I genuinely thought at first that they meant the git repo was hosted in the service worker (like through isomorphic git) and I was like, what if you want to write on a different machine?
yeah. if it ain't on a server / cloud no-one will be able to access it regardless of if it's in git or not.
Perfectly sound architecture that does not need an intermediary like Netflify:

1. Browser-Side Service Worker

2. Git - mutable file system via REST

3. CDN - deploy to multiple CDNs

I didn't look at the code but I suspect it could be made to be isomorphic and run in Cloudflare Workers but the code surrounding credentials used for Git and CDN access probably needs to distinguish between the browser-side and server-side.

Could run Git entirely in the browser (isomorphic-git). Then use peer2peer to host the content.
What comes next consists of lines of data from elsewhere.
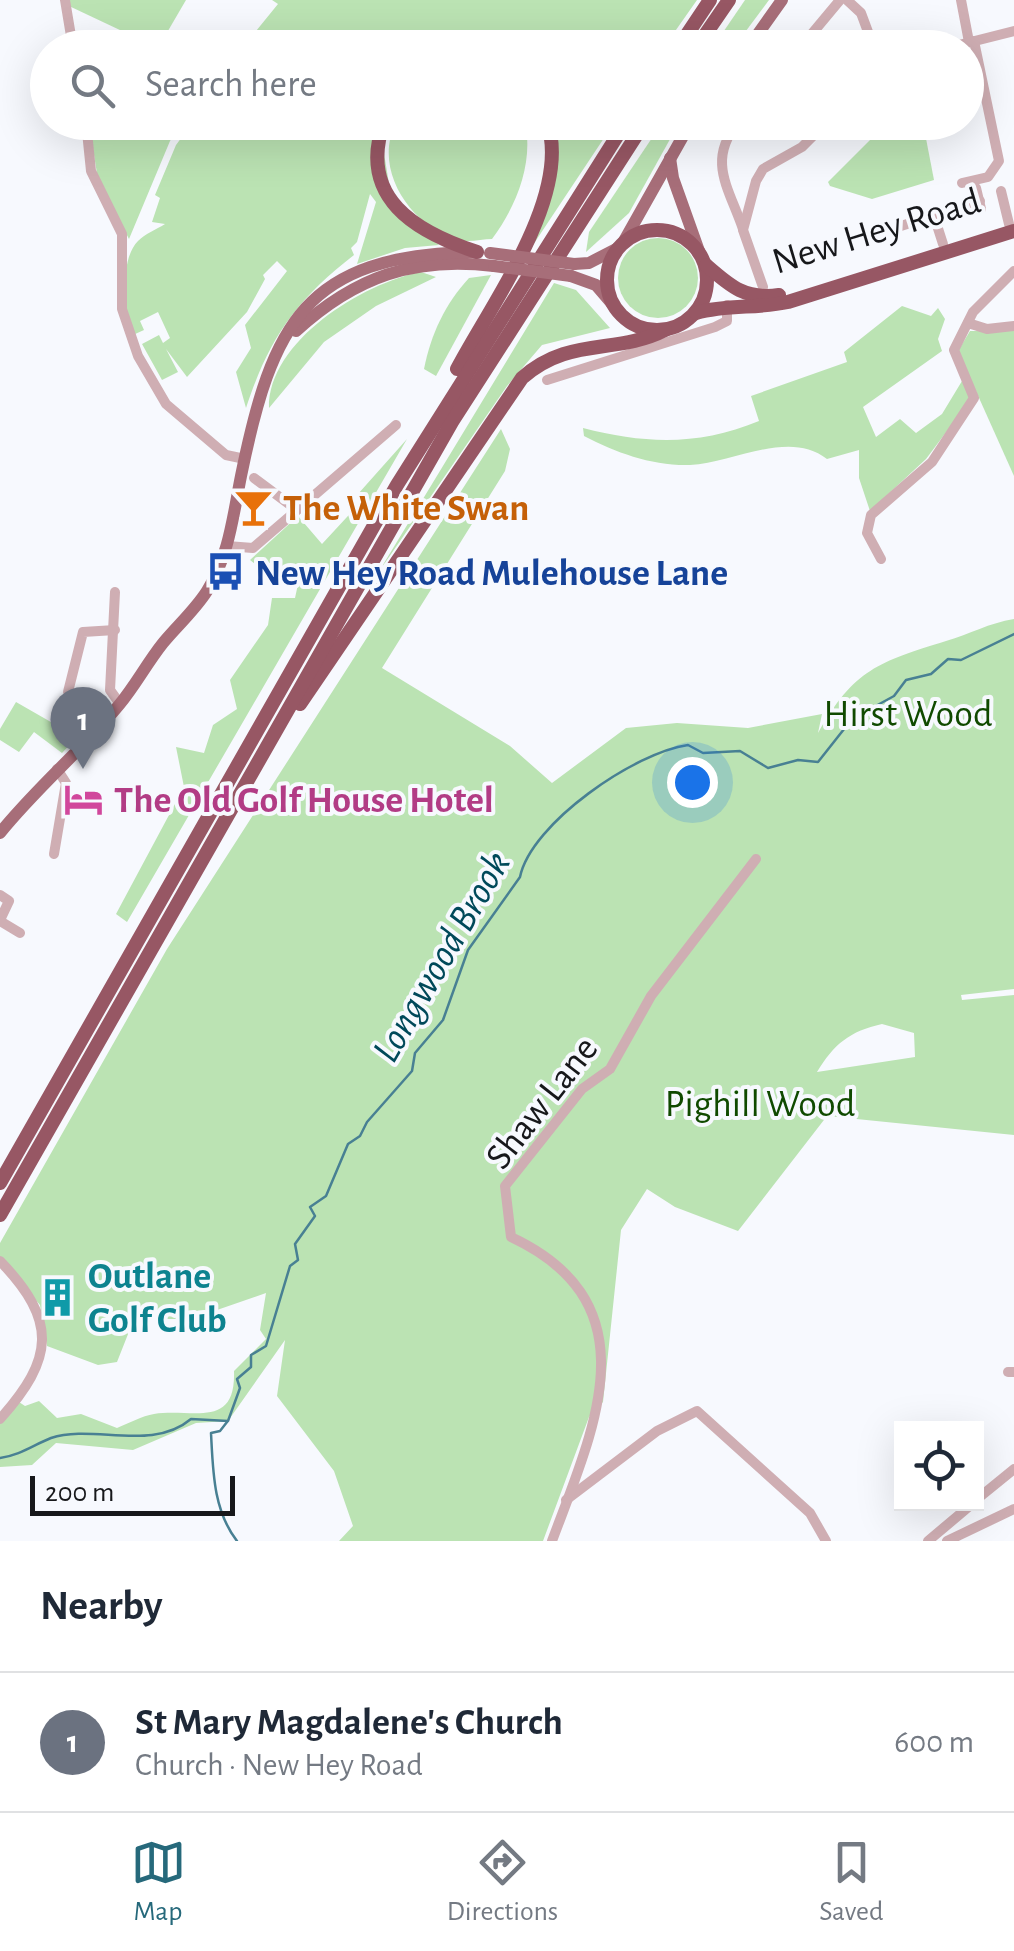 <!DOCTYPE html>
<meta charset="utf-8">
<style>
body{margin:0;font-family:"Alegreya Sans",sans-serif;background:#f2f2f3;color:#1f2937}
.controls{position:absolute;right:30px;bottom:30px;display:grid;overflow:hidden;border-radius:0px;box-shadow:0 10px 40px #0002}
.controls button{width:90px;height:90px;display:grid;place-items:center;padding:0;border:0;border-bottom:2px solid #e0e1e3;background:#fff;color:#1f2937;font:50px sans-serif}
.scale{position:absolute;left:30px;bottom:25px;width:205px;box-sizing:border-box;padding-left:10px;border:5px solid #17181b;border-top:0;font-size:28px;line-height:35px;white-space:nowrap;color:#17181b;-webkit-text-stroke:8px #f7f9fe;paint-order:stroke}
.you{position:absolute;left:692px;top:782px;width:35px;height:35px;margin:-25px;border:8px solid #fff;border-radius:50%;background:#1a73e8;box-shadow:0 0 0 15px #1a73e833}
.badge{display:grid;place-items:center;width:65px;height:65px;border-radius:50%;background:#26697b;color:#fff;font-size:32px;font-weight:700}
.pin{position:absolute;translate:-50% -82px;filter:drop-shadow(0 2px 5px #0008)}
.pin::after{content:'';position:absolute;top:52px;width:35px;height:30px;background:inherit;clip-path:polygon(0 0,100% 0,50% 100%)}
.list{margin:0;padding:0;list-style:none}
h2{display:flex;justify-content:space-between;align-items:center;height:130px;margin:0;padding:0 40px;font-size:42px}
h2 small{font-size:32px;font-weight:400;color:#747a83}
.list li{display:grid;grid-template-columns:65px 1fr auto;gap:30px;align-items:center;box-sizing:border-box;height:140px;padding:0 40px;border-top:2px solid #e0e1e3}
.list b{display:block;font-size:38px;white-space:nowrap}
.list p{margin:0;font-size:32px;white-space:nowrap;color:#747a83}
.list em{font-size:32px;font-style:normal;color:#747a83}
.icon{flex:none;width:55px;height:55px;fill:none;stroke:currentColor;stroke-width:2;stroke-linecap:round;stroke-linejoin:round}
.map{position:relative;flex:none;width:1014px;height:1541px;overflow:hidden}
.search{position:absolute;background:#fff;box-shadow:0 10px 40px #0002;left:30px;right:30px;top:30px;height:110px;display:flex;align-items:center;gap:25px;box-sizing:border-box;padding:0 35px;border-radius:55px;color:#747a83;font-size:38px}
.sheet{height:270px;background:#fff}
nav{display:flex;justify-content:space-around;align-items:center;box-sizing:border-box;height:140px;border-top:2px solid #e0e1e3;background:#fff;font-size:28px;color:#747a83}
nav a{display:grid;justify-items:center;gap:5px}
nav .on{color:#26697b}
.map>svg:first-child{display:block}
.green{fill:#bbe3b3;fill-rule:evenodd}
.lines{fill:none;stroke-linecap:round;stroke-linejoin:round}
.stream{stroke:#488093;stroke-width:2.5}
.minor{stroke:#cfaeb3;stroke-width:10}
.major{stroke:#a76e79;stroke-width:12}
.highway{stroke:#975764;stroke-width:14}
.major-bridge{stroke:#a76e79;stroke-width:12}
.labels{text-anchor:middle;stroke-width:8;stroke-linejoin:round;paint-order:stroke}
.street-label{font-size:38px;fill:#17181b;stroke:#f7f9fe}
.food-label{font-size:38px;font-weight:bold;fill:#c56008;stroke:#f7f9fe;text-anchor:start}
.transit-label{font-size:38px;font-weight:bold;fill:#164399;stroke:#f7f9fe;text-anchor:start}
.park-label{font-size:38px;fill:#104a00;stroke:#f7f9fe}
.hotel-label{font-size:38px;font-weight:bold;fill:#b23c85;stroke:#f7f9fe;text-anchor:start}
.culture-label{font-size:38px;font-weight:bold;fill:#0d838f;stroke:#f7f9fe;text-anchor:start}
.water-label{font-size:40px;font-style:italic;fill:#00495a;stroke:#f7f9fe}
</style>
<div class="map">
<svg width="1014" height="1541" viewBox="0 0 1014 1541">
<rect width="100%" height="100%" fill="#f7f9fe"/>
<g class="green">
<polygon points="68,0 186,0 158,48 69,6"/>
<polygon points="272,0 697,0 664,47 243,47 278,4"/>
<polygon points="745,0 769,0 734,47 713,47"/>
<path d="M193 122 379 123 394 214 439 245 405 248 357 264 376 202 370 194 357 242 351 248 354 255C296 300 269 338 246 408L236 372 251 348 245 325 287 271 277 261 263 275 265 279 247 312 187 377 166 349 178 372 162 380 142 344 159 335 163 343 170 338 158 312 140 321 144 330 133 335C124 313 119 260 138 241 145 234 157 229 165 224L152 222 160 198 155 195 176 145Z"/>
<path d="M525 122C534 163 516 207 492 239 482 239 469 243 460 240 411 228 372 169 396 123Z"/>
<polygon points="888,122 923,123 934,180 872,199 830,186 828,182"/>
<polygon points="89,123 183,123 170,141 129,239 98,180"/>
<polygon points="550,123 614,123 529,251 544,210"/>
<polygon points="662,123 679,123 629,213 586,252 589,232"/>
<circle cx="658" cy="278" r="40"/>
<path d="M421 272 436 277 376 306 324 342 269 408C268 341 363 283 421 272Z"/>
<path d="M491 275 436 376 424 369C431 334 445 304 469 278Z"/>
<polygon points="554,283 576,290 610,328 542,345 507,386 378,573"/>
<path d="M902 306 931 316 938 308 945 319 938 339 942 351 863 407 876 437 900 419 916 433 942 414 962 381 971 399 926 459 870 511 859 478V450L827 459C789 429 734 463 690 465 652 466 617 453 584 436L583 428C645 444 699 446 759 421L751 396 847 362 844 352Z"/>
<polygon points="970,331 1014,331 1014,476 958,351"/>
<path d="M501 429 510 449 505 471 382 668 510 746 552 783 626 728 677 723 748 728 822 714 818 733C854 669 879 662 946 641 970 634 989 623 1014 619V989L961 995 962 1000 1014 995V1135L827 1116 738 1231 675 1207 647 1189 621 1230 603 1402 589 1417 543 1541H339L353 1526 334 1471 277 1396 285 1340 228 1421 196 1423 133 1450 56 1443 32 1465 0 1467V1423L19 1402 25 1406 39 1401 57 1418 81 1414 117 1428C129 1423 142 1416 154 1414 193 1408 236 1430 234 1371L266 1339 260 1330 266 1293 191 1319H134L117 1362 98 1365 47 1346 40 1305 0 1259V1243L167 949ZM882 1024 914 1033 915 1057 817 1072C834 1044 850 1031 882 1024Z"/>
<polygon points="407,439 127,922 116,914 184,787 176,747 204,753 213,725 237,709 230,680 268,625 272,598 295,598 300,575 283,586 250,560 298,516 322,544 359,504 358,494"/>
<polygon points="16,702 77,737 62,753 34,732 19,752 0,740 0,729"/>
</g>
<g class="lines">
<g class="stream">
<path d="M227 1422 220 1431 211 1433C213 1470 213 1510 237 1541"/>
<path d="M0 1458C21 1455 33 1445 51 1438 93 1424 152 1452 191 1419L228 1421 240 1388 237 1379 251 1367V1355L266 1346 290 1266 298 1260 295 1244 315 1216 310 1207 326 1196 348 1144 360 1136 367 1122 412 1071 415 1053 443 1020 468 950 520 877C531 823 636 752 688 745L703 753 740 751 768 768 798 760 818 762 852 719 894 696 906 680 931 674 948 659 961 660 1014 634"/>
</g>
<g class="minor">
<polyline points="65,0 73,48"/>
<polyline points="847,0 861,13 874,48"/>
<polyline points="961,0 969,42"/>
<polyline points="800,48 840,0"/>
<polyline points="947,48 1014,31"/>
<polyline points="86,122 91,171 122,234 122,309 138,356 166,404 226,455 245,459"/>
<path d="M738 122C707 161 728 186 743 229"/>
<polyline points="962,183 988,177 999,161 974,41"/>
<polyline points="976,188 981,209"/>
<polyline points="1001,191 1009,224"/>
<polyline points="934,216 943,244"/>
<polyline points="885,231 980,201"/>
<polyline points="763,287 743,230 756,181 763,169 802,147 827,122"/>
<polyline points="968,323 987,329 1014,326"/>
<polyline points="547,380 715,327 727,321 727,305"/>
<polyline points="254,478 297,510"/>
<polyline points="227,546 253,548 396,425"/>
<polyline points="881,559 867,533 871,515 932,462 974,398 954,350 973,312 1014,271"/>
<polyline points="115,592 110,690 120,704"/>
<polyline points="76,699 68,692 83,632 115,630"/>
<polyline points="54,854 66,783 57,769"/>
<polyline points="0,895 9,901 0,920"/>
<polyline points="0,921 20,933"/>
<path d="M0 1261C58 1321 54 1359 0 1419"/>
<polyline points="1008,1372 1014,1372"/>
<polyline points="566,1500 657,1431 697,1411 810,1513 826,1541"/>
<polyline points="976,1500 1014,1469"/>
<path d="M552 1541C594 1428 654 1304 511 1237L505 1186 582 1089 610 1069 651 996 756 859"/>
<polyline points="928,1541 972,1504"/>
<polyline points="947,1541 1014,1509"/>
</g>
<g class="major">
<polyline points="748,48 782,0"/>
<polyline points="670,158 673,178 699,251"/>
<polyline points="624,241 691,122"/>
<polyline points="574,264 589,263 618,248"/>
<polyline points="571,276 596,285 614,306"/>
<path d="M296 331C355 277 414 256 494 266"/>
<path d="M0 833C37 787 82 750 119 705 135 686 147 663 163 643 177 626 195 610 207 591 229 556 233 516 241 476 272 324 305 255 473 252"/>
</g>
<g class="highway">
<polyline points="678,48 710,0"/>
<polyline points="696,48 729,0"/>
<path d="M384 122C357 198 416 232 477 252"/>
<circle cx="657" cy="280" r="50"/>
<path d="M706 265C730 286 745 300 779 295"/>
<path d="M696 313C728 304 757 309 788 302L1014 231"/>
<path d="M457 369C490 306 573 194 547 122"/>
<path d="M300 704 522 378C569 336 616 355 665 330"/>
<polyline points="0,1183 397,485 626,122"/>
<polyline points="0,1215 452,422 645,122"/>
</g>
<g class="major-bridge">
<polyline points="490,253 574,264"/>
<polyline points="494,266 571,276"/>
</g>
</g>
<defs>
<symbol id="bar-bare" viewBox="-9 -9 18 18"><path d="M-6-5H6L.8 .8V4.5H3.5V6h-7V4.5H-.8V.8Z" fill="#e8710a" stroke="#f7f9fe" stroke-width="2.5" paint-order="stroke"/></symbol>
<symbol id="bus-bare" viewBox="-9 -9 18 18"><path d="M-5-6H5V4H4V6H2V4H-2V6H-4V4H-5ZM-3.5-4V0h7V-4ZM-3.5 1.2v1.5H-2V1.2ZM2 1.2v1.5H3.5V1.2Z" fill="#1a4fb4" stroke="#f7f9fe" stroke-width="2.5" paint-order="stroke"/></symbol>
<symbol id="hotel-bare" viewBox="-9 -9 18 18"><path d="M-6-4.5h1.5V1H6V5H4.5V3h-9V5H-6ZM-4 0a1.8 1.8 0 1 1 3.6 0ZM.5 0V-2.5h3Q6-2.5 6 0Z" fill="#d1479c" stroke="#f7f9fe" stroke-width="2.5" paint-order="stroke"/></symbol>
<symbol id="building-bare" viewBox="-9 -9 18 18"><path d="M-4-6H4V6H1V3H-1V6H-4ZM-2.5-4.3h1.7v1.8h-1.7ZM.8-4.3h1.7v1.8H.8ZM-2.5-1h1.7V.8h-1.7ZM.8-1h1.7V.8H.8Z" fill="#0f9aa8" stroke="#f7f9fe" stroke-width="2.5" paint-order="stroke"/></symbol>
</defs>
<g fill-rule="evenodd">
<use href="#bar-bare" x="226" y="480" width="55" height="55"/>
<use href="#bus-bare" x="198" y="544" width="55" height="55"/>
<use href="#hotel-bare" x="56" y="772" width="55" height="55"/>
<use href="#building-bare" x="30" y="1270" width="55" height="55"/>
</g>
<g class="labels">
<g class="street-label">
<text transform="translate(876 230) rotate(-17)" y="13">New Hey Road</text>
<text transform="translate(541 1102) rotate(-52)" y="13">Shaw Lane</text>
</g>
<g class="food-label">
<text x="283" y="520">The White Swan</text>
</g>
<g class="transit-label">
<text x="255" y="585">New Hey Road Mulehouse Lane</text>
</g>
<g class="park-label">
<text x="908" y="726">Hirst Wood</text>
<text x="760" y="1116">Pighill Wood</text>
</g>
<g class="hotel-label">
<text x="114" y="812">The Old Golf House Hotel</text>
</g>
<g class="culture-label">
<text x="88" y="1288">Outlane<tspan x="88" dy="44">Golf Club</tspan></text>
</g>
<g class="water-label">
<text transform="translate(440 956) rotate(-60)" y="14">Longwood Brook</text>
</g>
</g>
</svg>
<div class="controls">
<button><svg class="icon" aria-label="locate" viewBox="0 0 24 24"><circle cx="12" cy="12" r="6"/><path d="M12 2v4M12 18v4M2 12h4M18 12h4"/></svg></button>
</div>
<div class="scale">200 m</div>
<div class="you"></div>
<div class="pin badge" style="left:83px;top:769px;background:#6b7280">1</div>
<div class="search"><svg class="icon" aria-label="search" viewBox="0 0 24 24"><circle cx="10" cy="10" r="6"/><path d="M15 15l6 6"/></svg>Search here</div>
</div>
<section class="sheet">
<h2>Nearby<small></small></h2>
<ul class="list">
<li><span class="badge" style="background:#6b7280">1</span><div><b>St Mary Magdalene's Church</b><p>Church · New Hey Road</p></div><em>600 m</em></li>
</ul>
</section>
<nav>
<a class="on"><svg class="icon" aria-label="map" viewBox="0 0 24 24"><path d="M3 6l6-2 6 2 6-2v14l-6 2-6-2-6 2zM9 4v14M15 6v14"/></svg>Map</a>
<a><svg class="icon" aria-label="directions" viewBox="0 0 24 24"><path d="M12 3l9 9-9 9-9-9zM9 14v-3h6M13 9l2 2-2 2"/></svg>Directions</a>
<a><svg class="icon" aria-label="saved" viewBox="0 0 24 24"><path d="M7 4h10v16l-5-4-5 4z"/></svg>Saved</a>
</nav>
The web editor/static site generator could be bootstrapped from a bookmark/URL that pulls the app from peer2peer.
My personal website uses cloudflare workers / cdn to host a CMS-over-GUI system. Has a lightweight automatic git-like CVS for visibility and versioning. Does basic auth too. Just wanted to bring up that this is a very real possibility. ¯\_(ツ)_/¯
How does it pull from and push to a Git remote?

(I wouldn’t have thought that there was any good option. If you reject the use of an intermediary proxy, then I think the only two options are: to do something forge-specific, which is rather limiting and quite contrary to the purport of the project; or to use the smart protocol over HTTPS, but that’s going to be CORS-blocked, to say nothing of the security aspect probably being a pain—if I recall correctly, GitHub for one now requires you to use a token for authentication over the HTTPS protocol, so it’s never just a single step any more.)

Maybe I'm missing something, but it appears that the only difference between this and other static site generators is that you can edit stuff in the browser, right?

I usually just edit my pages in VS Code, or any other markdown editor. Then I push to a Git repository, and my CDN (Netlify, Vercel, etc) builds the site automatically.

That is how I interpreted it, but I think their marketing is completely wrong. Developers will do what you do. Marketing / Small biz owners do not want to learn git, cdns, etc.

https://forestry.io/ removes the complexity, but keeps all of the benefits of git static hosted websites allowing non-technical people to manage static websites.

Developers wont use this, but non-technical people _might_.